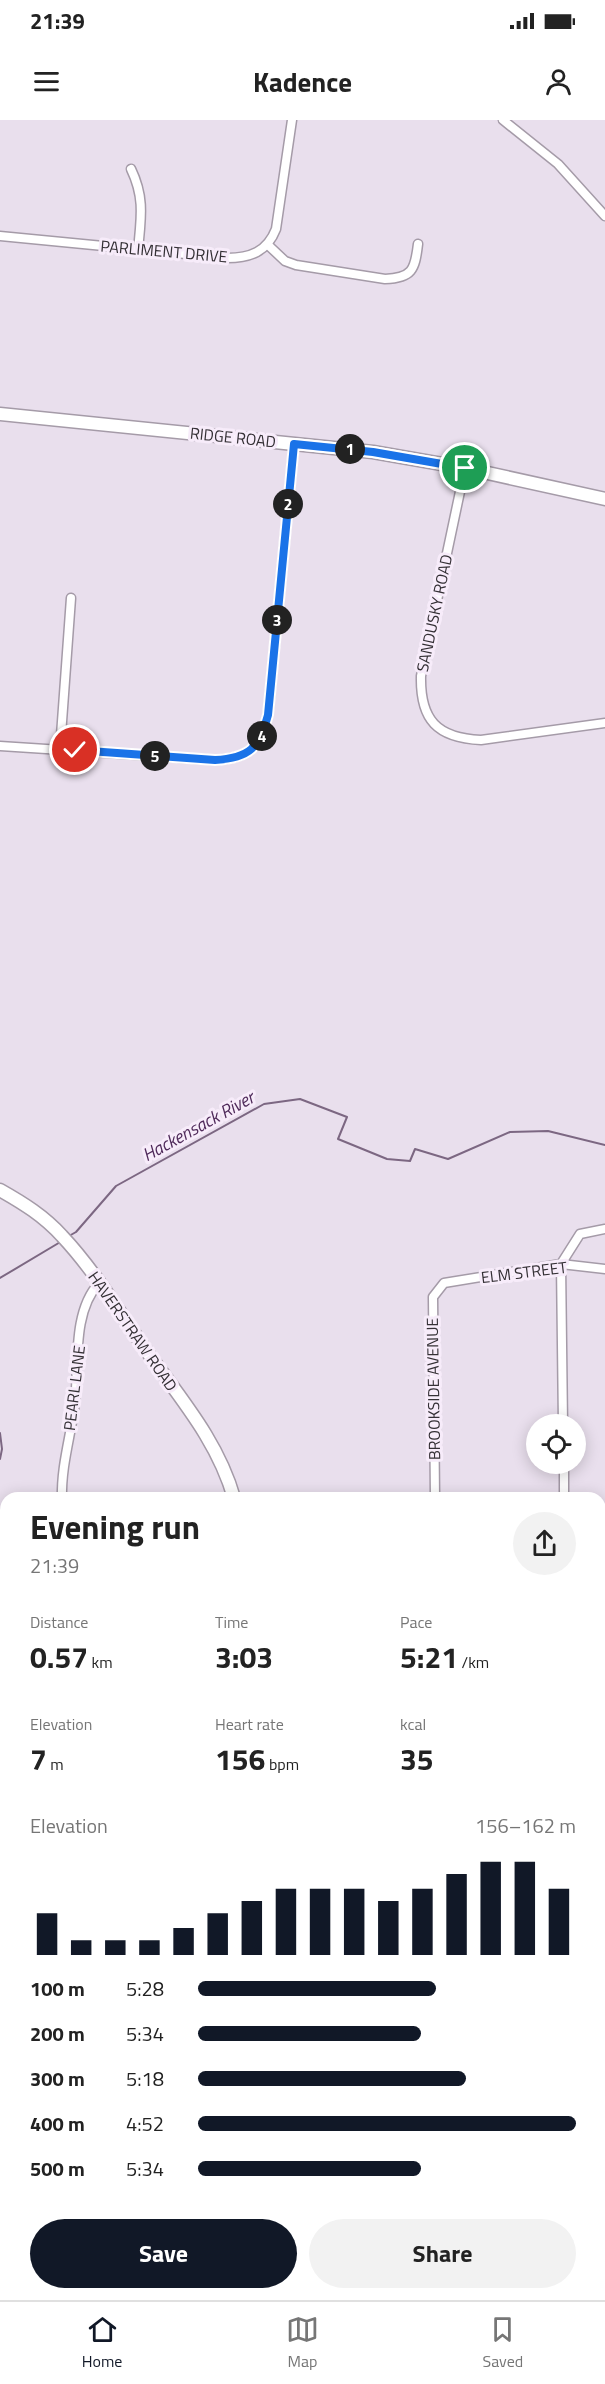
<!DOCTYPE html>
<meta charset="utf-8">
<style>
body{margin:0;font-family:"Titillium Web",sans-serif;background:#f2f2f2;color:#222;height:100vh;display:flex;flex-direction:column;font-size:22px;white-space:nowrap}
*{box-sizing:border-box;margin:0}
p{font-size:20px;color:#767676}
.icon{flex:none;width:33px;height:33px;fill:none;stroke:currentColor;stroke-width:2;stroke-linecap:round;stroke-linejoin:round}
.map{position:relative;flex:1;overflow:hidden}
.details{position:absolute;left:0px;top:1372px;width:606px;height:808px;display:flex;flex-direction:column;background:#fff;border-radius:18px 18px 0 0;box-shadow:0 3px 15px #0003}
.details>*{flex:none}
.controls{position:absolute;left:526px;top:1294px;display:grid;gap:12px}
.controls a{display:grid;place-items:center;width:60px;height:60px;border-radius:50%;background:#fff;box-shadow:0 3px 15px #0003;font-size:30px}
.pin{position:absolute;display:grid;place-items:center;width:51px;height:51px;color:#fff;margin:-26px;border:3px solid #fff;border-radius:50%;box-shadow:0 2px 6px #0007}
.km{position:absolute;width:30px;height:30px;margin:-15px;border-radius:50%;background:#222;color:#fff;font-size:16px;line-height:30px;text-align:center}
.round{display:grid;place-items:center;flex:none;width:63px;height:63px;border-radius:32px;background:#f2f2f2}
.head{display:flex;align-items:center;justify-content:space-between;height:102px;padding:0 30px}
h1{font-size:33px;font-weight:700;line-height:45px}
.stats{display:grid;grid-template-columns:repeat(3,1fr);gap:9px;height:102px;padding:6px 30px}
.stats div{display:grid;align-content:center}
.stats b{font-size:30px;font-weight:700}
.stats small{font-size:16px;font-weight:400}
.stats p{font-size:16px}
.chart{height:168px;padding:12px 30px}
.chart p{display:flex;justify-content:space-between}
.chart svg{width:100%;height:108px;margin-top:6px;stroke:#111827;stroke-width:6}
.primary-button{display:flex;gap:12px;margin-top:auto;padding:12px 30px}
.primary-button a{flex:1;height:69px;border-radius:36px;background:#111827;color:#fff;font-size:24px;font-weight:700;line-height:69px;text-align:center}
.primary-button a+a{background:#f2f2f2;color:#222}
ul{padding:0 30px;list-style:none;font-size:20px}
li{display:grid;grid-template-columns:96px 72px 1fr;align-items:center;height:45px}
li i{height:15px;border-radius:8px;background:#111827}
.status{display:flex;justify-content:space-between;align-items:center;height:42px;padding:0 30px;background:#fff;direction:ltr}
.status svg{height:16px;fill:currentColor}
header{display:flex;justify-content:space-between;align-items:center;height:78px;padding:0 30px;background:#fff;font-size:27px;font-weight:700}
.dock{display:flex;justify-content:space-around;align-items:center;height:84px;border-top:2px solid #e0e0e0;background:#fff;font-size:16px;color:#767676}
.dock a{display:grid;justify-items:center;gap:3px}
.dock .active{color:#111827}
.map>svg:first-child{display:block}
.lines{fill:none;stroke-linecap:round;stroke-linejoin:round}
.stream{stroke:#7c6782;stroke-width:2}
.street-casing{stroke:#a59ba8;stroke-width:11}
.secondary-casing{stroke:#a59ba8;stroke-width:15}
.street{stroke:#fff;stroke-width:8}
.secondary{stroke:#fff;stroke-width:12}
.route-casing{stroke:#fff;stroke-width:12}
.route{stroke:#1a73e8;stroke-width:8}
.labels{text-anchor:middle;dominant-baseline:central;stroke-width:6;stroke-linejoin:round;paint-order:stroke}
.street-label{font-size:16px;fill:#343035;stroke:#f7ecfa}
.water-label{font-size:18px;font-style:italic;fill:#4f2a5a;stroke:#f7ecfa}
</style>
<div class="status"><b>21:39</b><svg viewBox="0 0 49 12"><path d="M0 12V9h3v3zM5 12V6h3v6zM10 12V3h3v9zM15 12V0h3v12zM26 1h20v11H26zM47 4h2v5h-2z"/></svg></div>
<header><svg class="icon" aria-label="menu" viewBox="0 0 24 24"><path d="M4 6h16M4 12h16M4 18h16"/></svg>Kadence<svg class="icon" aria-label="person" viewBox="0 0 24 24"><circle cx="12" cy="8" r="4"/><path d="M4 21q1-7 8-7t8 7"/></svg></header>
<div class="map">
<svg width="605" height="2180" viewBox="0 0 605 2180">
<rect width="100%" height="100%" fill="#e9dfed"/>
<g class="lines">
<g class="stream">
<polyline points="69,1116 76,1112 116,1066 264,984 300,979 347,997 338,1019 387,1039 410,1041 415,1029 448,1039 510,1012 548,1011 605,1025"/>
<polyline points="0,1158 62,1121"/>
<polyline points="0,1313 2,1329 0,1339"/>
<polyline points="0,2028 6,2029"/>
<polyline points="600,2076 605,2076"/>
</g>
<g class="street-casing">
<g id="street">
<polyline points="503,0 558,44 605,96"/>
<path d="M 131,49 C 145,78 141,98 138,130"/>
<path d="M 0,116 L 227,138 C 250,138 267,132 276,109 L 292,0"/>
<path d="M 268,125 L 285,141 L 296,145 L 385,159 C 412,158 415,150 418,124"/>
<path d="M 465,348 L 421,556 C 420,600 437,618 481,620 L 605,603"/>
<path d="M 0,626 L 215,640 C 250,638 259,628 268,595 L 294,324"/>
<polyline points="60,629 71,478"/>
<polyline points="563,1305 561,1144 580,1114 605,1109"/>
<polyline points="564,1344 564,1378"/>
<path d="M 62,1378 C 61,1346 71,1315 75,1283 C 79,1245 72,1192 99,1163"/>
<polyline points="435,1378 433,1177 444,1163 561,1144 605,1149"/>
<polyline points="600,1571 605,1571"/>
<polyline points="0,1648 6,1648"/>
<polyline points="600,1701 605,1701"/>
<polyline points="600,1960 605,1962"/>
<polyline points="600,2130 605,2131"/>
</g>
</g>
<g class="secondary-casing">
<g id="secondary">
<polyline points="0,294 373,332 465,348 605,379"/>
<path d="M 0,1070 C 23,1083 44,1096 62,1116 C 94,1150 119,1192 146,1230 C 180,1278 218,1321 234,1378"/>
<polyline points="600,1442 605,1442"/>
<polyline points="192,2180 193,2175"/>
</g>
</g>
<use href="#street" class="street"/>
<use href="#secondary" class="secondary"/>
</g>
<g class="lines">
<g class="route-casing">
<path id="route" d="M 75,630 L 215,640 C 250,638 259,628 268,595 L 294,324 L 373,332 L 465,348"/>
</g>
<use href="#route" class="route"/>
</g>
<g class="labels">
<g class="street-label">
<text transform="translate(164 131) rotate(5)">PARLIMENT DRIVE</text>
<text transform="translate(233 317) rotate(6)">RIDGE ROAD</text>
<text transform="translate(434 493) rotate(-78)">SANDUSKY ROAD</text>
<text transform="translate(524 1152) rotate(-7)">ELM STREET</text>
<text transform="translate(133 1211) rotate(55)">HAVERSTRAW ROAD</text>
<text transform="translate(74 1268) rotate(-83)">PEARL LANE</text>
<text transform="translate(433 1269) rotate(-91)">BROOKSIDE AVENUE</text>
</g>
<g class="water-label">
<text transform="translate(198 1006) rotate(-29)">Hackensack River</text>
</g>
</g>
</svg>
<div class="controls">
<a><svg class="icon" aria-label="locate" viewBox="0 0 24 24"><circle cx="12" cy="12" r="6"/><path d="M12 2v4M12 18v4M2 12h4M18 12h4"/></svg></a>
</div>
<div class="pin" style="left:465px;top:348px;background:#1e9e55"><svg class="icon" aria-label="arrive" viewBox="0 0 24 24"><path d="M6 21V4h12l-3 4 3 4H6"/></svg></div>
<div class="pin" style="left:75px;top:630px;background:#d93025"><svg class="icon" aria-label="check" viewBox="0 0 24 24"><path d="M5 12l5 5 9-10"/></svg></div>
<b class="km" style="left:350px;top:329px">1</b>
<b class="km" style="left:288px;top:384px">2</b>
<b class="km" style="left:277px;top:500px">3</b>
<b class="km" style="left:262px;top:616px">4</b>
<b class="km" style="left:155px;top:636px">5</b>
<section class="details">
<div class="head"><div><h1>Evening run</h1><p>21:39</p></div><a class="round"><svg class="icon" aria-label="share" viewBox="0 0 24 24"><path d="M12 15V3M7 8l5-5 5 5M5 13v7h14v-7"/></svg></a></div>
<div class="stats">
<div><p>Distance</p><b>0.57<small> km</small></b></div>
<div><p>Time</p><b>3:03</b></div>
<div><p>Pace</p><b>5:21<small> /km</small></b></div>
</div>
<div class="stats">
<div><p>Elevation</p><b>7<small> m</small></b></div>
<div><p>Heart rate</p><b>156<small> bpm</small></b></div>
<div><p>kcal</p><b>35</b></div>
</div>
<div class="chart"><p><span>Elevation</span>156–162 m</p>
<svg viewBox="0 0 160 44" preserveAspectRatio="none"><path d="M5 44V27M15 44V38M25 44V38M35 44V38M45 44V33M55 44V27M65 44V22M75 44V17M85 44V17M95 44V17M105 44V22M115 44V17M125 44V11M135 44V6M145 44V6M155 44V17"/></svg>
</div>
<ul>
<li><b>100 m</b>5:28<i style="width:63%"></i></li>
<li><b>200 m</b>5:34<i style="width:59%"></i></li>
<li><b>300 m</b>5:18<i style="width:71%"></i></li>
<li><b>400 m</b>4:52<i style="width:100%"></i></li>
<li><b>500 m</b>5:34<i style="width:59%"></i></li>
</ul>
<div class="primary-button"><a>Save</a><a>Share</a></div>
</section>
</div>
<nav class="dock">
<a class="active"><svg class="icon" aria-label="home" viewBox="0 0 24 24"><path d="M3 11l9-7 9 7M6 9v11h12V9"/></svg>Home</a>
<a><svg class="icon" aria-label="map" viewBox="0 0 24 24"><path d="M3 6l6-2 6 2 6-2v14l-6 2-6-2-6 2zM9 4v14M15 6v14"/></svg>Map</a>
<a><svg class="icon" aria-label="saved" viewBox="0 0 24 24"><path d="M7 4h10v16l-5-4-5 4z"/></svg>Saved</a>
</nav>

************

TASK GOAL> Extract, from the listing above, every line where the string "position" occurs.

ANSWER FOR THIS EXERCISE>
.map{position:relative;flex:1;overflow:hidden}
.details{position:absolute;left:0px;top:1372px;width:606px;height:808px;display:flex;flex-direction:column;background:#fff;border-radius:18px 18px 0 0;box-shadow:0 3px 15px #0003}
.controls{position:absolute;left:526px;top:1294px;display:grid;gap:12px}
.pin{position:absolute;display:grid;place-items:center;width:51px;height:51px;color:#fff;margin:-26px;border:3px solid #fff;border-radius:50%;box-shadow:0 2px 6px #0007}
.km{position:absolute;width:30px;height:30px;margin:-15px;border-radius:50%;background:#222;color:#fff;font-size:16px;line-height:30px;text-align:center}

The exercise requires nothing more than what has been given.